Era un equipo de generalmente entre cinco y seis personas que viajaba a las distintas locaciones, lo que volvía cada viaje una experiencia particular. Pero aún así, Gaete recuerda especialmente cuando viajaron al interior de la mina boliviana, San José, y estuvieron a 150 metros de profundidad. En medio de la oscuridad, solo brillaban algunas luces y una fogata que crepitaba.
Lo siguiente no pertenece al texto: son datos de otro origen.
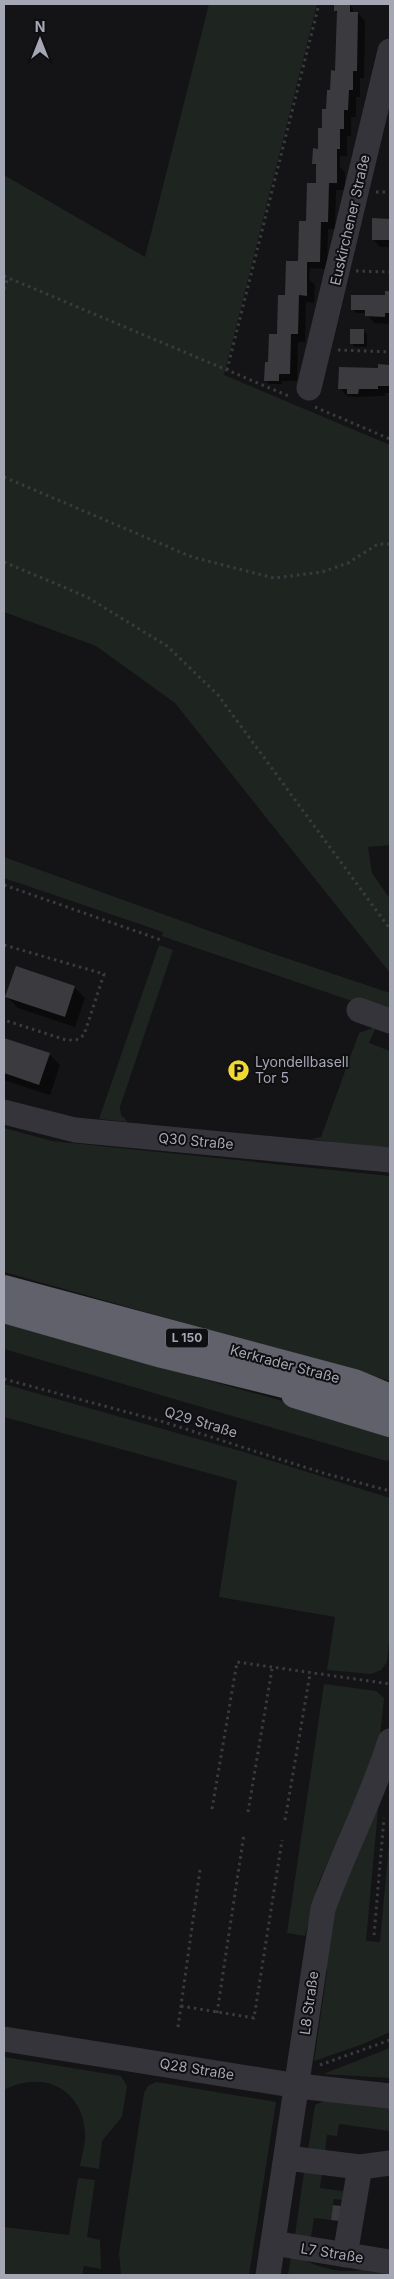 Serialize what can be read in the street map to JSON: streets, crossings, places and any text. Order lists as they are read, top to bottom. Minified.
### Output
{"streets":{"highway":["L 150","Kerkrader Straße"],"street":["Euskirchener Straße","Q30 Straße","L8 Straße","Q28 Straße","L7 Straße"],"path":["Q29 Straße"]},"crossings":[["L8 Straße","Q28 Straße"],["L8 Straße","L7 Straße"]],"places":{"parking":["Lyondellbasell Tor 5"]},"north":"top"}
Era una ceremonia de agradecimiento de los mineros en Oruro, guiada por un chamán.

—Las almitas tienen fuerza —dice el hombre místico, rodeado de mineros, en Kamanchaka—, nunca hay que olvidarse de las almitas.

Una banda de bronce toca sin detenerse, con sus integrantes vestidos con chaquetas y corbatas verdes; mientras, se llevaba a cabo el sacrificio de tres pequeñas alpacas, en medio de una atmósfera de catarsis, todo en ofrenda a distintas deidades espirituales.

Otro momento que recuerda especialmente el realizador fue en la filmación del Anata Andino, una festividad boliviana que tiene miles de años de antigüedad y que se vincula con los meses de lluvia, fértiles para la agricultura. Cientos de personas desfilan con coloridos trajes, algunos de ellos adornados con flores, plumas y guirnaldas. Las bandas de bronce se oyen al fondo, aunque no se ve dónde están. Su música se funde con la celebración. “Se observa que el paso del tiempo se detuvo literalmente”, recuerda Gaete. “Son millares de personas provenientes de las alturas donde no se habla una gota español y tampoco hay ningún elemento de la modernidad occidental; todos son atuendos e instrumentos vernaculares de tiempos remotos”.

Bolivia es precursora y principal fuente inspiradora para las bandas de bronce en esta zona de Sudamérica. No es casual esos dos momentos que menciona el realizador —la ceremonia en la mina y el carnaval en Oruro— sean los que cierran la historia de Kamanchaka. Mientras las bandas de bronce suenan en el ambiente, el primero muestra a los intérpretes con sus instrumentos bajo la tierra, completamente enraizados en a su propio suelo; el segundo, una fiesta de encuentro en que los bailes borran todos los límites entre mujeres, niños y hombres. La música tiene clara su función: entremezcla las imágenes, los rostros y los paisajes que desfilan con los minutos, y cubre todo bajo un mismo manto.